Grimm stewed and growled at the whole charade. The guy that worked for him, no, his frickin' bitch, left in an estrogen filled huff, to meet up with all the other bitches in his stupid little pack. Two words. Hell. Nah. Now, there was only the question of how he was gonna drag his sorry ass back to the shop, he could drug him, tie him up, set fire to him, put him out, kill the ambulance driver, and haul him in through the back entrance. There were just so many options. But just as he was trying to figure away to turn some trash on the street into a lethal weapon, a group of guys sauntered on up to the orange haired pimp.
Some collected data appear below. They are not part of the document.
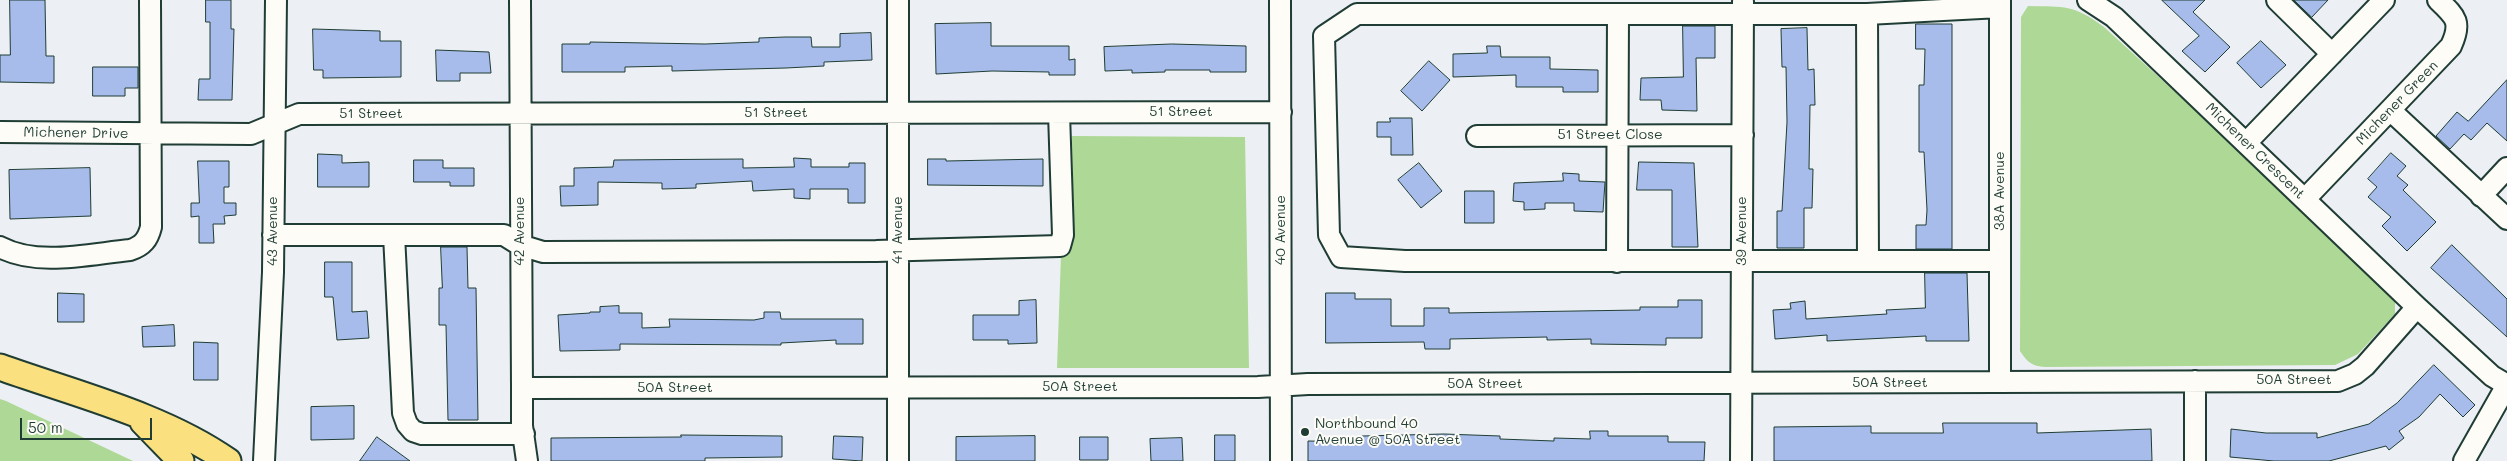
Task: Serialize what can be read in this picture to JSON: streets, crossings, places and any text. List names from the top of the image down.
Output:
{
  "streets": {
    "street": [
      "Michener Green",
      "51 Street",
      "Michener Drive",
      "51 Street Close",
      "Michener Crescent",
      "38A Avenue",
      "41 Avenue",
      "40 Avenue",
      "43 Avenue",
      "42 Avenue",
      "39 Avenue",
      "50A Street"
    ]
  },
  "crossings": [
    ["Michener Green", "Michener Crescent"],
    ["51 Street", "Michener Drive"],
    ["51 Street", "41 Avenue"],
    ["51 Street", "40 Avenue"],
    ["51 Street", "43 Avenue"],
    ["51 Street", "42 Avenue"],
    ["Michener Drive", "43 Avenue"],
    ["51 Street Close", "39 Avenue"],
    ["Michener Crescent", "50A Street"],
    ["38A Avenue", "50A Street"],
    ["41 Avenue", "50A Street"],
    ["40 Avenue", "50A Street"],
    ["42 Avenue", "50A Street"],
    ["39 Avenue", "50A Street"]
  ],
  "places": ["Northbound 40 Avenue @ 50A Street"],
  "scale_bar": "50 m"
}
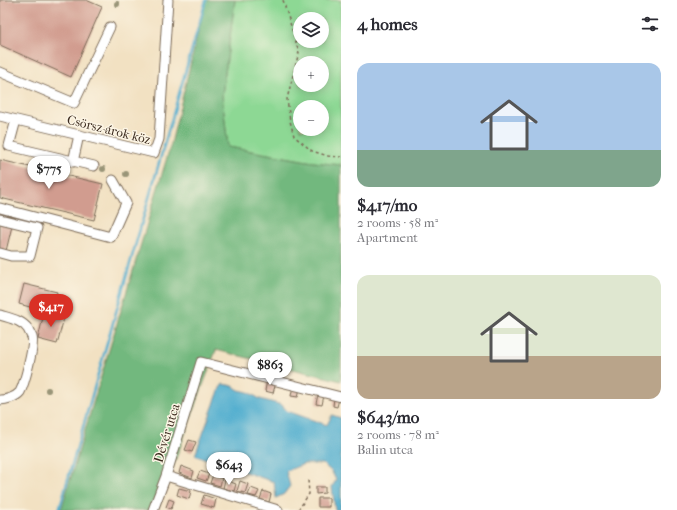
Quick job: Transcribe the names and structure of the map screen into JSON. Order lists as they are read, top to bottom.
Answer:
{
  "streets": {
    "street": ["Csörsz-árok köz", "Dévér utca"]
  },
  "page": {
    "heading": "4 homes",
    "map_buttons": ["+", "−"],
    "list": [
      {
        "name": "$417/mo",
        "note": "2 rooms · 58 m² · Apartment"
      },
      {
        "name": "$643/mo",
        "note": "2 rooms · 78 m² · Balin utca"
      }
    ],
    "price": [
      "$775",
      "$417",
      "$863",
      "$643"
    ]
  }
}
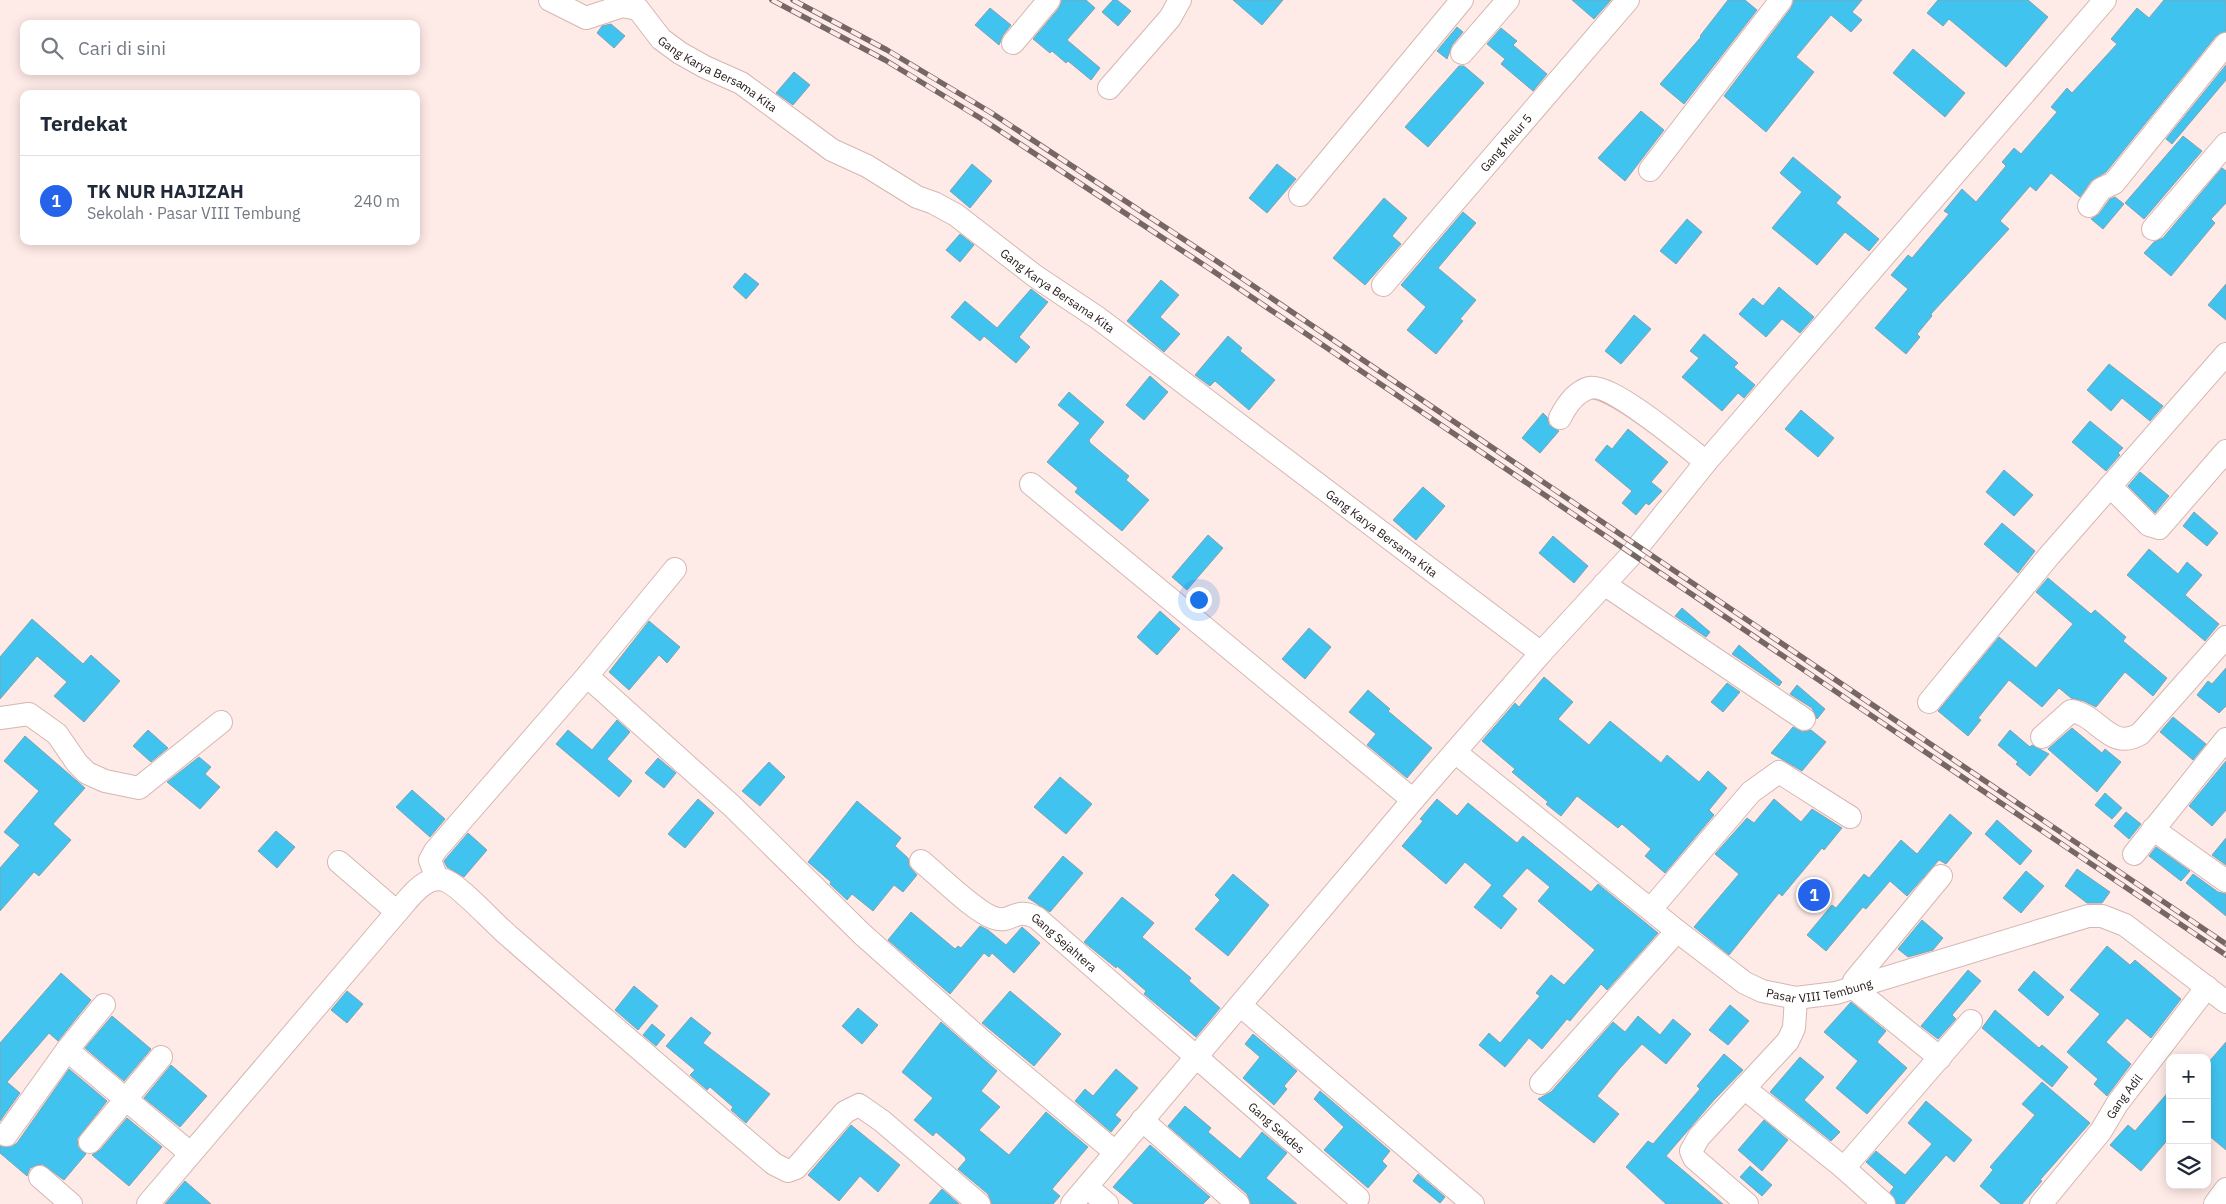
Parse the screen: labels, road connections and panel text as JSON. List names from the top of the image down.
{
  "streets": {
    "street": [
      "Gang Karya Bersama Kita",
      "Gang Melur 5",
      "Gang Sejahtera",
      "Pasar VIII Tembung",
      "Gang Adil",
      "Gang Sekdes"
    ]
  },
  "crossings": [
    ["Gang Sejahtera", "Gang Sekdes"],
    ["Pasar VIII Tembung", "Gang Adil"]
  ],
  "page": {
    "search": "Cari di sini",
    "heading": "Terdekat",
    "list": [
      {
        "mark": "1",
        "name": "TK NUR HAJIZAH",
        "note": "Sekolah · Pasar VIII Tembung",
        "value": "240 m"
      }
    ],
    "pins": "1",
    "map_buttons": ["+", "−"]
  }
}
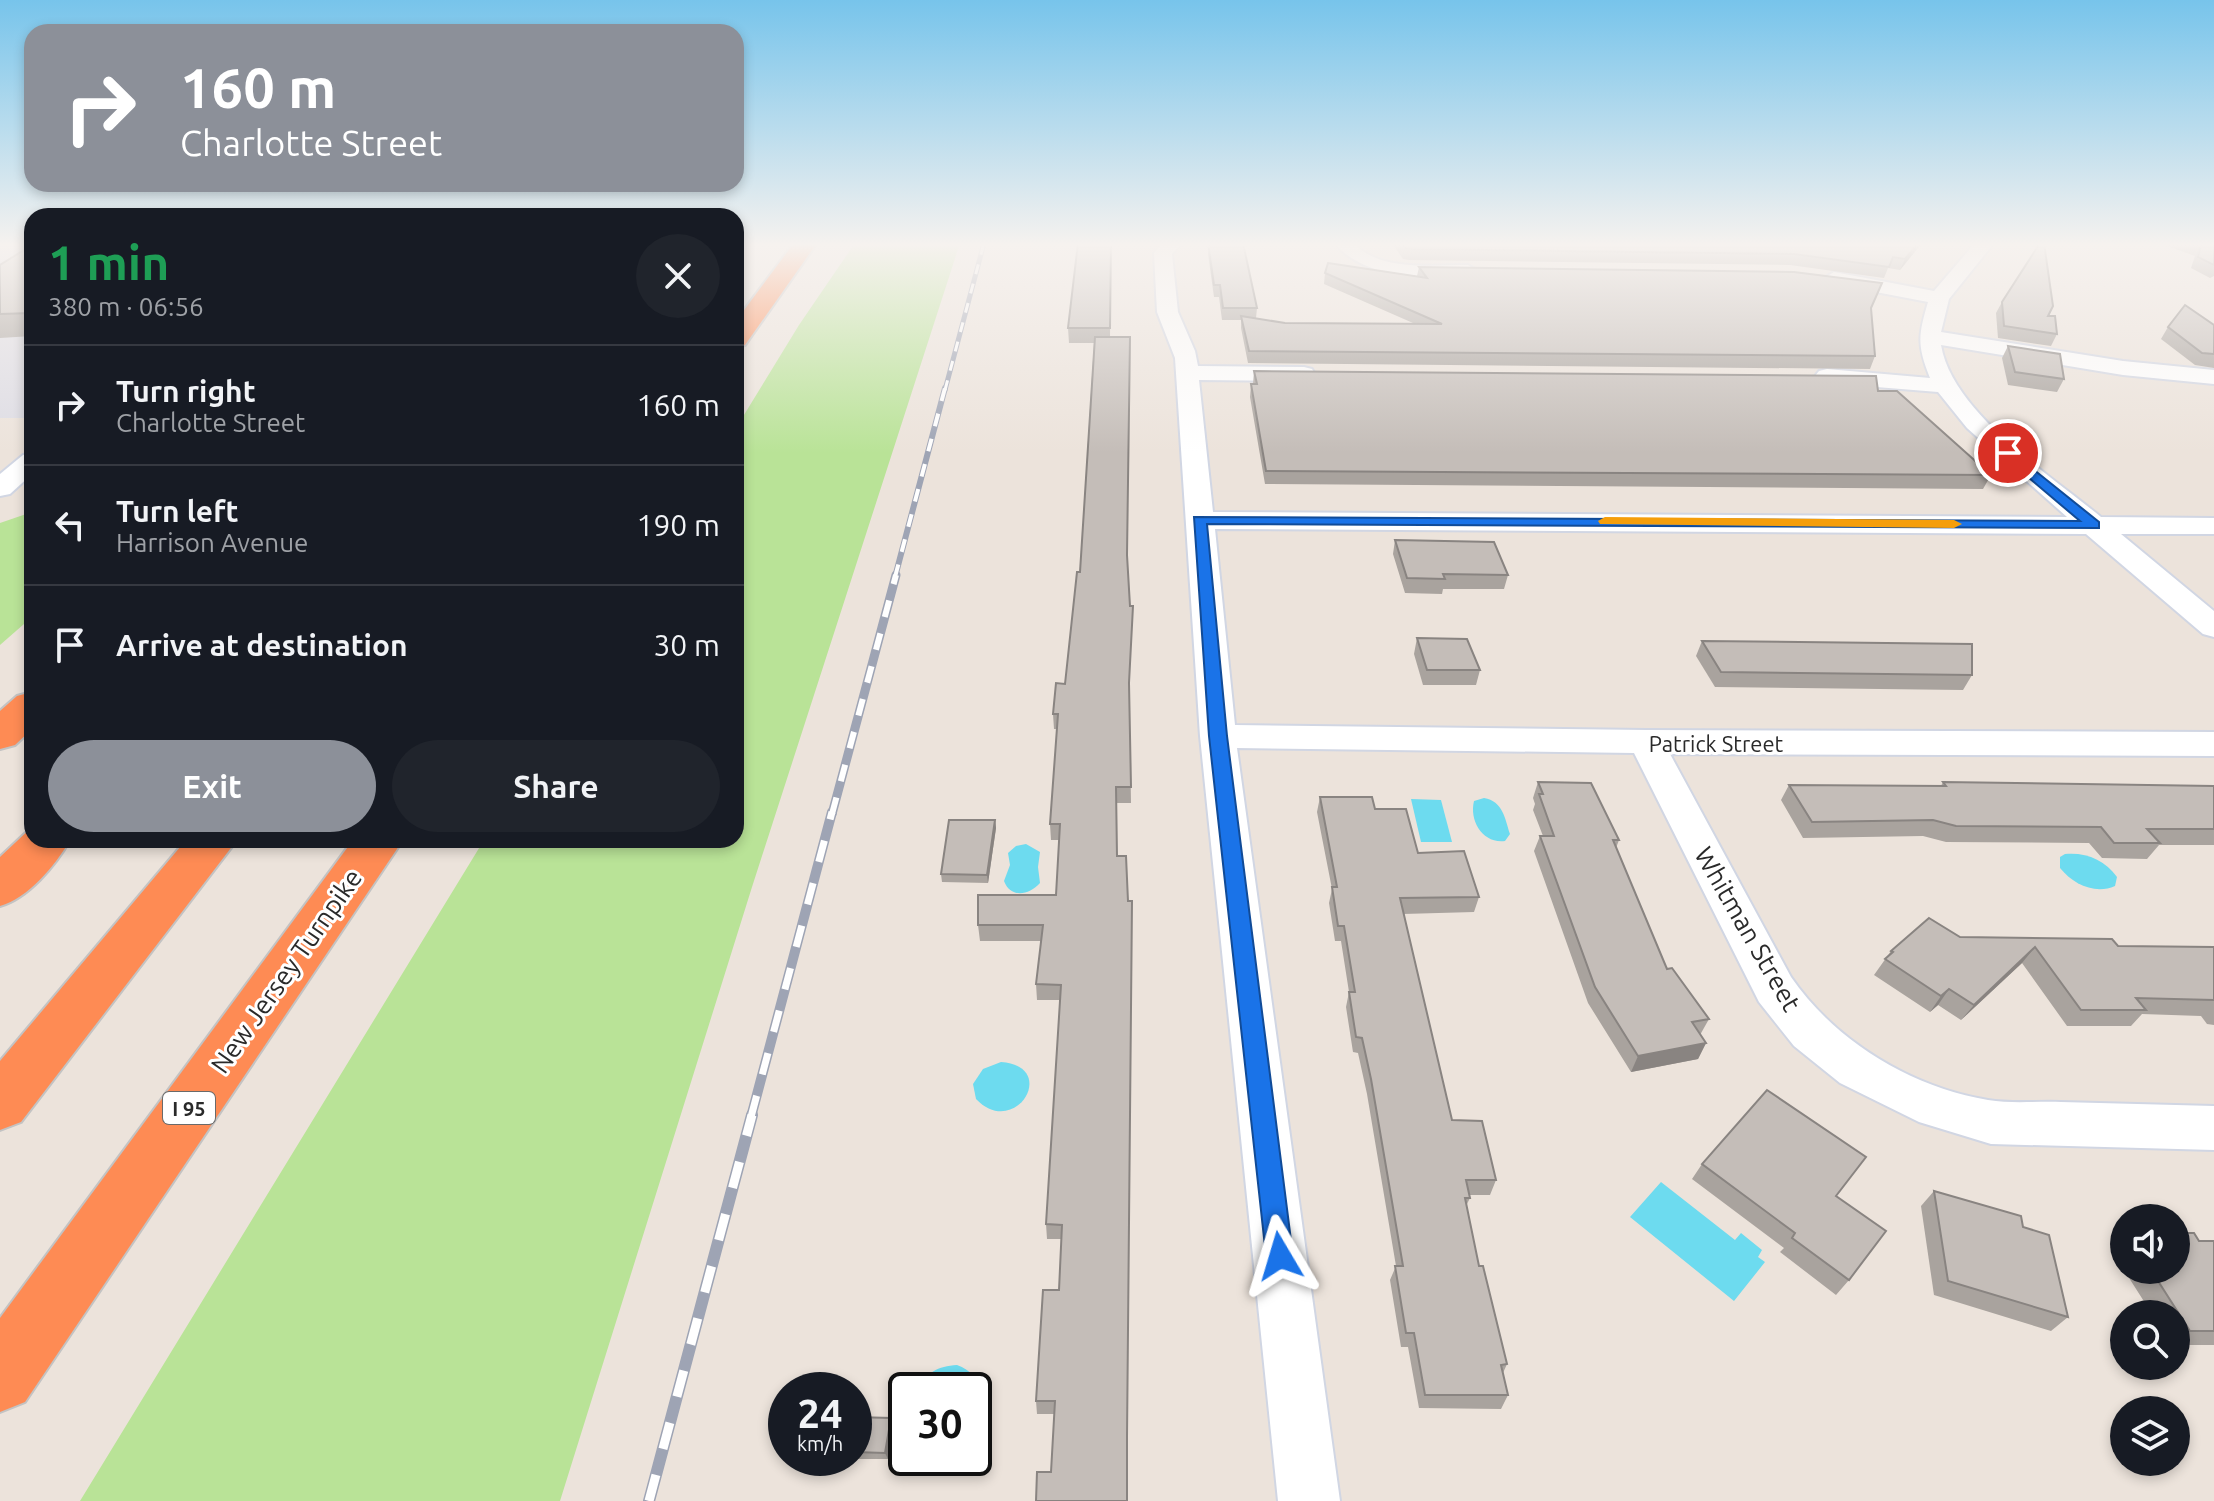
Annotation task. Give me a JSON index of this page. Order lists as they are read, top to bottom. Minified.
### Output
{"streets":{"highway":["New Jersey Turnpike","I 95"],"street":["Patrick Street","Whitman Street"]},"crossings":[["Patrick Street","Whitman Street"]],"page":{"turn":["160 m","Charlotte Street"],"heading":["1 min","380 m · 06:56"],"list":[{"name":"Turn right","note":"Charlotte Street","value":"160 m"},{"name":"Turn left","note":"Harrison Avenue","value":"190 m"},{"name":"Arrive at destination","value":"30 m"}],"buttons":["Exit","Share"],"speed":"24 km/h","limit":"30"}}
Great. Just fuckin' great. What, does he run a whole fucking business?! But as the troupe neared the already formed party, each made a grab for-what Grimmjow was assuming-theirspecial someone. A tattoo happy red-head wrapped muscled arms around the black haired one with the droopy lidded, gray eyed stare. A thoroughly tanned teen, Mexican, maybe Puerto Rican, nuzzled the melon chested girl, kind of a weird sight when he towered over her like a freaking tree. Then a…ew, an old guy with white hair removed the sandy headed leech, from Ichigo. Damn short of a geezer though…wait, was that guy an adolescent too? Geez, kids these days. Finally, a guy with the face of a thirteen year old, and an unimaginative brown mop took his place next to the girl on Ichigo's other arm, their contact was minimal, but it was fairly clear that they were together.
The crowd, after several minutes of mingling, herded into the giant white building, the big glass doors gliding smoothly open in greeting. Ichigo trailed behind them, hands in his pocket, feet scuffing the floor. And just as he passed through the doorway, he turned, flashed his trademark smile, and with slow deliberateness, waved, leaving Grimmjow dumbfounded on the street.